The addition of smaller and larger water spots only refers indirectly to our world of material entities. Complete entities are not directly transcribed but derived additively and frequently only hinted at. The eye consciously plays an active role in interpreting the “water islands”. Muller’s goal is neither a precise and detailed drawing or representation of things on a two dimensional plane, nor the meticulous rendering of solidity and statics. Other priorities are required to resolve the loose and fluid texture. The watercolour is predestined to relinquish a material conceptual interpretation of the world and give free rein to the possibilities of an explorative, subjective approach.
Delicate forces dominate Muller’s tapestry of colour washes. The shape of a spot is always orientated in a polarity of directions, determined by what pushes against the edges of the spot and whether counter-spots take on the force, continue, stop or divert it. In addition choices are made regarding the intensity or density of the overlapping layers of colour, which texture the force, and the degree of transparency. In a watercolour the world seems to shimmer through. This is primarily due to the unadulterated white of the paper being the lightest layer and the soluble colour pigments drying as fine translucent layers over it. How clearly an object or a body part is formulated is largely determined by the degree of transparency. The more transparent, the lighter, the more open and freer and less fixed the denotation. In this respect, each sheet is a complex dialogue between the limited incursion of things and the simultaneous opening up of the environment to subjective penetration, isolation, dynamism and detachment. Painting a watercolour of a leg in my immediate vicinity means bidding farewell to a preconceived idea of a final version of things. The leg grows step by step in a rhythm of layers and washes and it has to fit its neighbourhood: it can only grow in conjunction with its neighbourhood. This involves making choices similar to those involved in the subjective interpretation of ones own sensitivities and their scope.

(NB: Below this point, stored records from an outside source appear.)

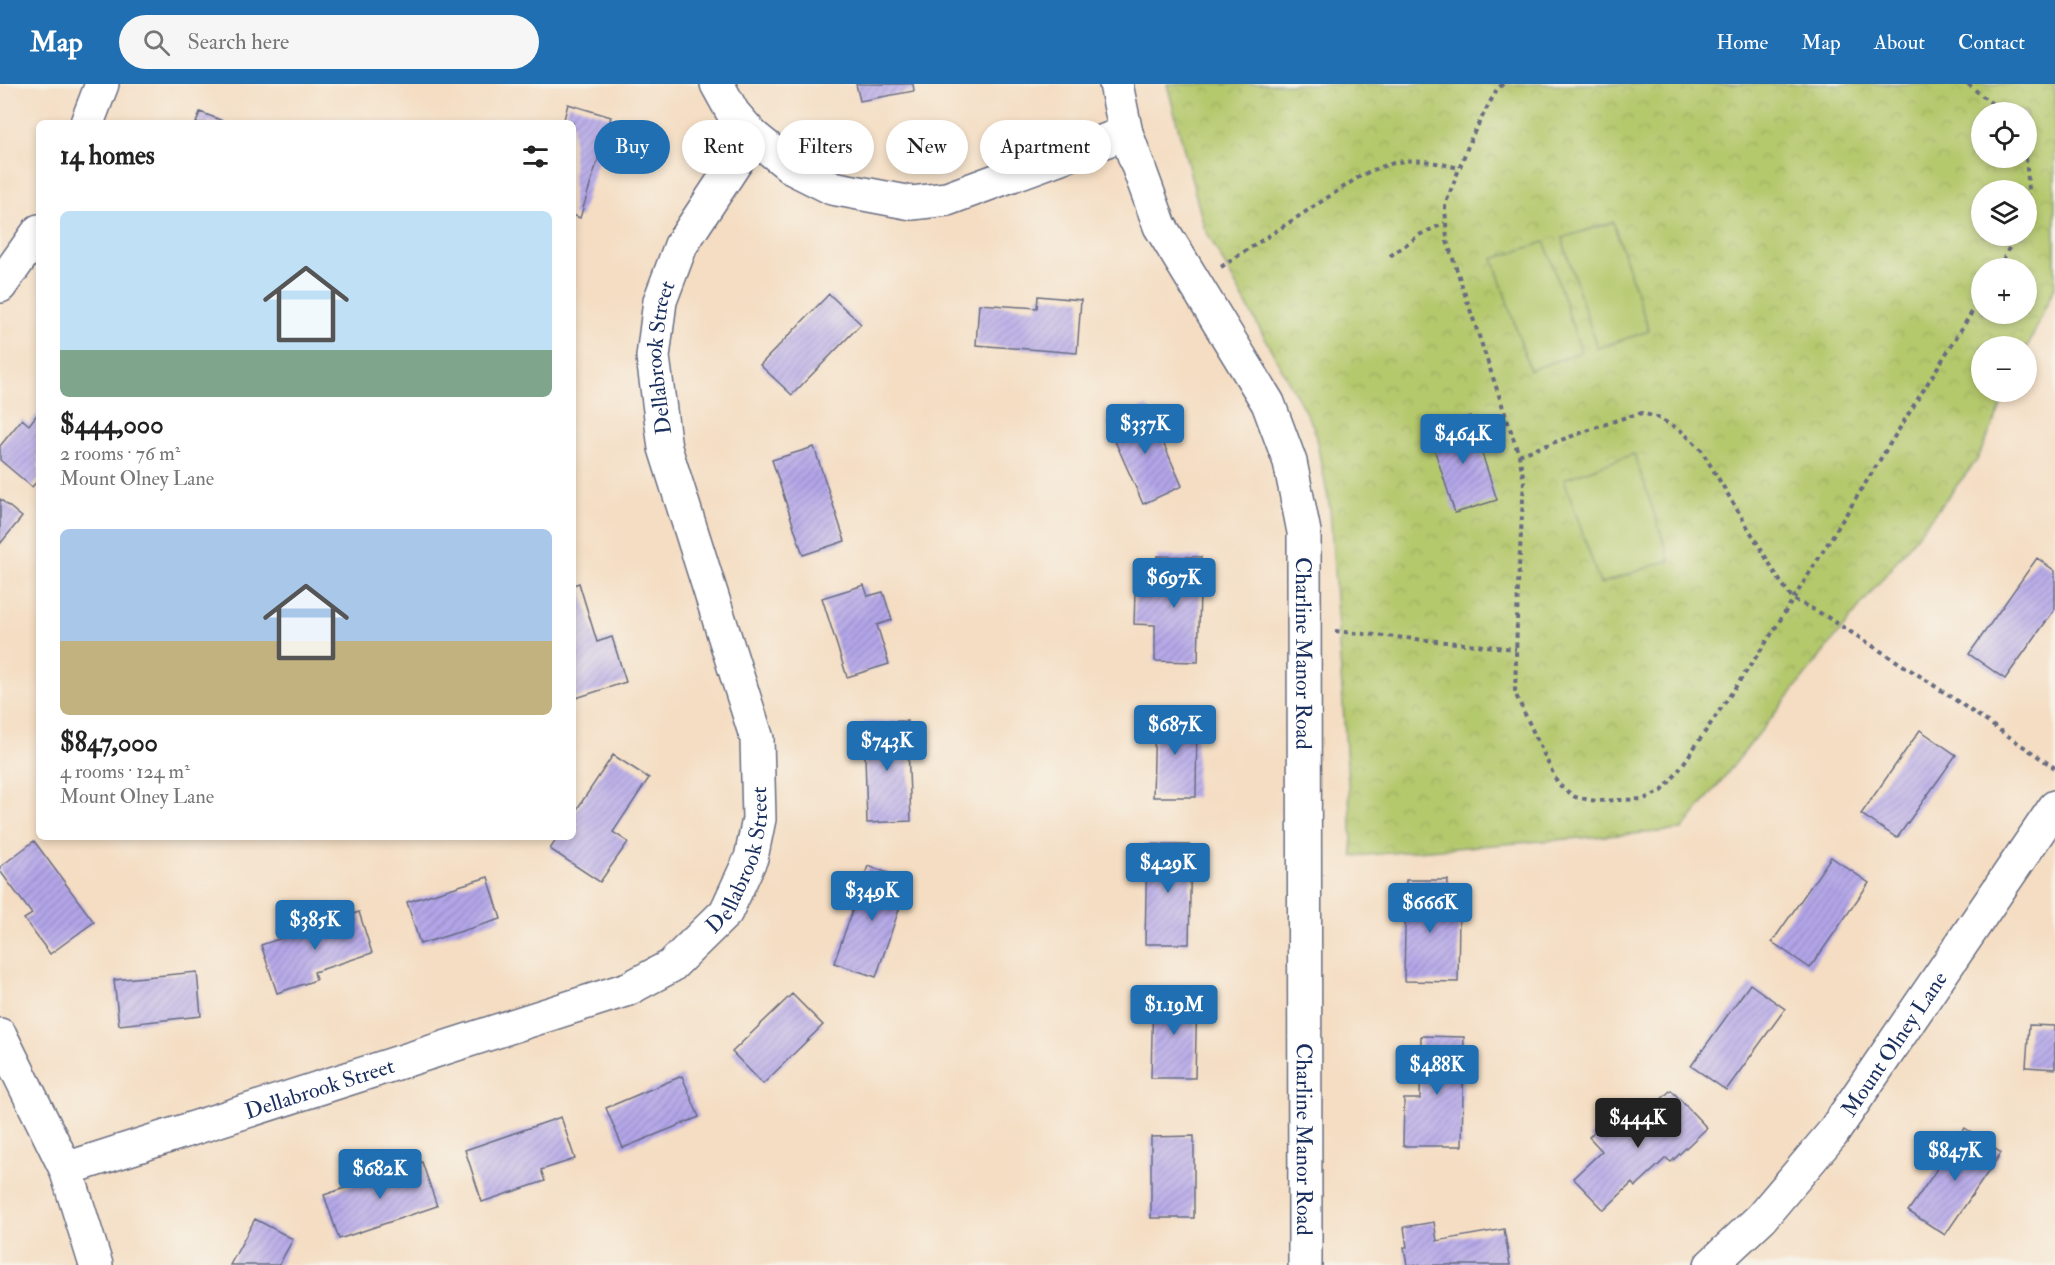 <!DOCTYPE html>
<meta charset="utf-8">
<style>
body{margin:0;font-family:"IM FELL Double Pica",serif;background:#f6f6f6;color:#222;height:100vh;display:flex;flex-direction:column;font-size:22px;white-space:nowrap}
*{box-sizing:border-box;margin:0}
p{font-size:20px;color:#767676}
.icon{flex:none;width:33px;height:33px;fill:none;stroke:currentColor;stroke-width:2;stroke-linecap:round;stroke-linejoin:round}
.map{position:relative;flex:1;overflow:hidden}
.side{position:absolute;left:36px;top:36px;width:540px;height:720px;display:flex;flex-direction:column;background:#fff;border-radius:9px;box-shadow:0 3px 9px #0003}
.side>*{flex:none}
.top-card{position:absolute;left:594px;top:36px;width:570px;height:54px;display:flex;gap:12px}
.controls{position:absolute;left:1971px;top:18px;display:grid;gap:12px}
.controls a{display:grid;place-items:center;width:66px;height:66px;border-radius:50%;background:#fff;box-shadow:0 3px 9px #0003;font-size:30px}
.price{position:absolute;translate:-50% -51px;padding:0 14px;border-radius:6px;background:#1f6fb2;color:#fff;font-size:20px;line-height:39px;filter:drop-shadow(0 2px 3px #0008)}
.price::after{content:'';position:absolute;left:50%;top:36px;width:18px;height:14px;margin-left:-9px;background:inherit;clip-path:polygon(0 0,100% 0,50% 100%)}
.price.selected{background:#222;color:#fff}
ul{padding:0;list-style:none}
li{display:grid;align-content:center;gap:12px;height:318px;padding:0 24px}
li span{display:grid;place-items:center;height:186px;border-radius:9px;color:#555}
li>.icon{margin-inline-start:auto}
span .icon{width:108px;height:108px;fill:#fffc;stroke-width:1}
li b{font-size:26px}
h2{display:flex;justify-content:space-between;align-items:center;height:72px;padding:0 24px;font-size:26px}
.tag{padding:0 21px;border-radius:27px;background:#fff;box-shadow:0 3px 9px #0003;font-size:21px;line-height:54px}
.tag.selected{background:#1f6fb2;color:#fff}
header{display:flex;align-items:center;gap:36px;box-sizing:border-box;height:84px;padding:0 30px;background:#1f6fb2;color:#fff}
header strong{font-size:28px}
nav{display:flex;gap:33px;margin-inline-start:auto;font-size:21px}
.search{width:420px;height:54px;background:#f6f6f6;display:flex;align-items:center;gap:15px;box-sizing:border-box;padding:0 21px;border-radius:33px;color:#767676;font-size:22px}
.map>svg:first-child{display:block}
.park{fill:url(#park-crowns);stroke:#687c65;stroke-width:1.5;fill-rule:evenodd}
.garden{fill:#b4c86c;stroke:#687c65;stroke-width:1.5}
.building{fill:url(#building-hatch)}
.lines{fill:none;stroke-linecap:round;stroke-linejoin:round}
.street-casing{stroke:#676c81;stroke-width:36}
.path{stroke:#676c81;stroke-width:4;stroke-dasharray:4.5 4.5;stroke-linecap:butt}
.street{stroke:#fff;stroke-width:33}
.labels{text-anchor:middle;stroke-width:4.5;stroke-linejoin:round;paint-order:stroke}
.street-label{font-size:22px;fill:#1b2f5e;stroke:#f7f3e8}
</style>
<header>
<strong>Map</strong>
<div class="search"><svg class="icon" aria-label="search" viewBox="0 0 24 24"><circle cx="10" cy="10" r="6"/><path d="M15 15l6 6"/></svg>Search here</div>
<nav><a>Home</a><a>Map</a><a>About</a><a>Contact</a></nav>
</header>
<div class="map">
<svg width="2055" height="1181" viewBox="0 0 2055 1181">
<defs>
<pattern id="park-crowns" width="20" height="18" patternUnits="userSpaceOnUse" patternTransform="scale(1.5)"><rect width="20" height="18" fill="#b4c86c"/><path d="M2 6a3 3 0 1 1 6 0M12 15a3 3 0 1 1 6 0" fill="none" stroke="#9aac60"/></pattern>
<pattern id="building-hatch" width="6" height="6" patternUnits="userSpaceOnUse" patternTransform="scale(1.5)"><rect width="6" height="6" fill="#b4a6e9"/><path d="M-1 1l2-2M0 6l6-6M5 7l2-2" fill="none" stroke="#9288c0"/></pattern>
</defs>
<rect width="100%" height="100%" fill="#f7f3e8"/>
<filter id="ink" filterUnits="userSpaceOnUse"><feTurbulence type="fractalNoise" baseFrequency=".0167" numOctaves="2"/><feDisplacementMap in="SourceGraphic" scale="12" xChannelSelector="R" yChannelSelector="G"/><feConvolveMatrix kernelMatrix="1 2 1 2 8 2 1 2 1" color-interpolation-filters="sRGB"/></filter>
<filter id="wash" filterUnits="userSpaceOnUse"><feTurbulence type="fractalNoise" baseFrequency=".008" numOctaves="4" result="noise"/><feDisplacementMap in="SourceGraphic" scale="24" xChannelSelector="R" yChannelSelector="G"/><feGaussianBlur stdDeviation="1.35" result="paint"/><feColorMatrix in="noise" values="0 0 0 0 0 0 0 0 0 0 0 0 0 0 0 0 0 1.4 0 .05"/><feComposite in="paint" operator="in"/></filter>
<g filter="url(#wash)">
<rect width="100%" height="100%" fill="#f4ddc2"/>
<path class="park" d="M1167,0H2055V202L2027,265L2026,262H1982V308H2008L1977,376L1682,746L1353,772L1330,424L1314,344L1204,143ZM1982,28H2026V74H1982ZM1982,106H2026V152H1982ZM1982,184H2026V230H1982Z"/>
<path class="garden" d="M1613,138L1649,247L1597,264L1562,154Z
M1545,158L1581,268L1530,286L1493,175Z
M1634,370L1670,476L1600,500L1564,395Z"/>
<g id="blocks">
<path class="building" d="M856,0H913L914,7L860,17Z
M568,20L611,33L580,134L573,131V39H563Z
M200,28L228,39H196Z
M829,210L861,240L792,311L760,281Z
M1038,212L1081,216L1077,269L976,261L979,220L1037,224Z
M1147,322L1182,402L1143,420L1107,339Z
M39,328V395L32,403L0,376V362L22,335L29,341Z
M1470,332L1497,416L1455,429L1428,346Z
M814,363L845,457L803,471L772,376Z
M0,415L22,433L0,460Z
M1157,472L1201,473L1198,578L1155,577V541L1134,540L1135,509L1156,510Z
M2037,474L2055,487V525L2005,595L1969,570Z
M579,499L597,558L612,553L626,598L573,615V501Z
M864,501L868,512L883,508L892,536L877,541L889,580L847,593L822,514Z
M1155,630L1197,631L1196,713H1153Z
M907,637L911,737L867,739L864,638Z
M1920,646L1956,671L1897,754L1861,730Z
M613,671L649,694L613,748L628,758L600,798L550,765L558,753H573V731Z
M34,757L94,838L50,870L24,835L32,830L0,787V783Z
M1147,760L1191,761L1189,860H1145Z
M1831,773L1869,799L1810,884L1772,858Z
M868,782L909,796L876,893L834,879Z
M488,793L501,835L420,860L407,818Z
M1406,796H1448L1447,831H1459L1458,898L1404,897Z
M359,828L372,869L314,888L316,896L277,909L261,861Z
M197,888L201,932L119,941L114,896Z
M1750,900L1785,925L1726,1006L1691,982Z
M792,910L823,941L763,1000L732,968Z
M1153,910L1197,911L1195,994H1151Z
M2029,941L2055,942V985L2026,983Z
M1421,952L1464,953L1462,1062H1403L1404,1015H1420Z
M682,992L699,1033L623,1064L606,1024Z
M1671,1006L1707,1044L1671,1078L1666,1074L1635,1103L1632,1099L1604,1126L1573,1094L1602,1067L1589,1053L1611,1031L1626,1048Z
M561,1033L575,1075L541,1086L545,1097L482,1118L465,1066Z
M1965,1044L2001,1069L1945,1151L1908,1127Z
M1194,1052V1134H1151V1053Z
M422,1078L437,1122L339,1155L324,1111Z
M255,1135L293,1155L279,1181H230Z
M1434,1138L1437,1157L1504,1145L1510,1181H1407L1404,1163H1407L1404,1143Z"/>
</g>
</g>
<g filter="url(#ink)">
<use href="#blocks" fill-opacity="0" stroke="#676c81" stroke-width="1.5"/>
<g class="lines">
<g class="street-casing">
<g id="street">
<path d="M717,0L733,29L753,52L794,85L832,104L912,119L947,115L1126,49"/>
<path id="s1" d="M1116,0L1126,49L1160,142L1268,319L1290,378L1304,448L1305,1181"/>
<path d="M87,39L102,0"/>
<path d="M0,202L39,147"/>
<path d="M0,951L66,1085L96,1181"/>
<path id="s2" d="M66,1085L628,905L671,882L726,828L751,774L759,735L757,655L665,364L653,273L660,217L681,161L753,52"/>
<path id="s3" d="M1711,1181L1761,1134L1832,1050L2055,723"/>
</g>
</g>
<path class="path" d="M1503,0L1497,5L1472,52L1445,121L1447,157L1519,371L1524,397L1518,501L1515,609L1558,700L1575,713L1596,717L1644,715L1662,707L1677,689L1769,554L1982,212
M1968,0L2002,28
M2026,74L2029,106L2026,119
M1390,172L1421,150L1445,139
M1221,183L1362,91C1403,72 1417,74 1459,84
M1999,184L2015,152
M1519,371L1620,335L1642,329L1656,333L1679,345L1700,364L1780,497L1793,515L1824,531L1923,594L2055,684
M1335,547L1516,565"/>
<use href="#street" class="street"/>
</g>
</g>
<g class="labels">
<g class="street-label">
<text dy="8" stroke="none"><textPath href="#s2" startOffset="1292">Dellabrook Street</textPath></text>
<text dy="8" stroke="none"><textPath href="#s1" startOffset="612">Charline Manor Road</textPath></text>
<text dy="8" stroke="none"><textPath href="#s2" startOffset="770">Dellabrook Street</textPath></text>
<text dy="8" stroke="none"><textPath href="#s3" startOffset="288">Mount Olney Lane</textPath></text>
<text dy="8" stroke="none"><textPath href="#s2" startOffset="266">Dellabrook Street</textPath></text>
<text dy="8" stroke="none"><textPath href="#s1" startOffset="1098">Charline Manor Road</textPath></text>
</g>
</g>
</svg>
<div class="controls">
<a><svg class="icon" aria-label="locate" viewBox="0 0 24 24"><circle cx="12" cy="12" r="6"/><path d="M12 2v4M12 18v4M2 12h4M18 12h4"/></svg></a>
<a><svg class="icon" aria-label="layers" viewBox="0 0 24 24"><path d="M12 4l9 5-9 5-9-5zM3 14l9 5 9-5"/></svg></a>
<a>+</a>
<a>−</a>
</div>
<b class="price" style="left:1145px;top:371px">$337K</b>
<b class="price" style="left:1463px;top:381px">$464K</b>
<b class="price" style="left:1174px;top:525px">$697K</b>
<b class="price" style="left:1175px;top:672px">$687K</b>
<b class="price" style="left:887px;top:688px">$743K</b>
<b class="price" style="left:1168px;top:810px">$429K</b>
<b class="price" style="left:872px;top:838px">$349K</b>
<b class="price" style="left:1430px;top:850px">$666K</b>
<b class="price" style="left:315px;top:867px">$385K</b>
<b class="price" style="left:1174px;top:952px">$1.19M</b>
<b class="price" style="left:1437px;top:1012px">$488K</b>
<b class="price selected" style="left:1638px;top:1065px">$444K</b>
<b class="price" style="left:1955px;top:1098px">$847K</b>
<b class="price" style="left:380px;top:1116px">$682K</b>
<div class="top-card">
<a class="tag selected">Buy</a>
<a class="tag">Rent</a>
<a class="tag">Filters</a>
<a class="tag">New</a>
<a class="tag">Apartment</a>
</div>
<section class="side">
<h2>14 homes<svg class="icon" aria-label="filters" viewBox="0 0 24 24"><path d="M4 7h16M4 17h16"/><circle cx="9" cy="7" r="2"/><circle cx="15" cy="17" r="2"/></svg></h2>
<ul>
<li><span style="background:linear-gradient(#bfe0f5 75%,#7fa58c 0)"><svg class="icon" aria-label="home" viewBox="0 0 24 24"><path d="M3 11l9-7 9 7M6 9v11h12V9"/></svg></span><div><b>$444,000</b><p>2 rooms · 76 m²</p><p>Mount Olney Lane</p></div></li>
<li><span style="background:linear-gradient(#a9c7e8 60%,#c2b280 0)"><svg class="icon" aria-label="home" viewBox="0 0 24 24"><path d="M3 11l9-7 9 7M6 9v11h12V9"/></svg></span><div><b>$847,000</b><p>4 rooms · 124 m²</p><p>Mount Olney Lane</p></div></li>
</ul>
</section>
</div>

Muller’s new works return us to the beginning. How can we rediscover ourselves every day anew when we stretch out our feelers and attempt to take in the world? Our basal self appraises and adjusts to situations in which we and the world must come together. In our immediate vicinity we are not simply attempting to describe what the leg, our means of transport, looks like or how our means of action, our hands, are physically constituted but how we construct a room for manoeuvre, establish our identities and how the former can accommodate the latter. Finding oneself and coming to terms with oneself within a particular environment are at the heart of Muller’s delicate water tapestries.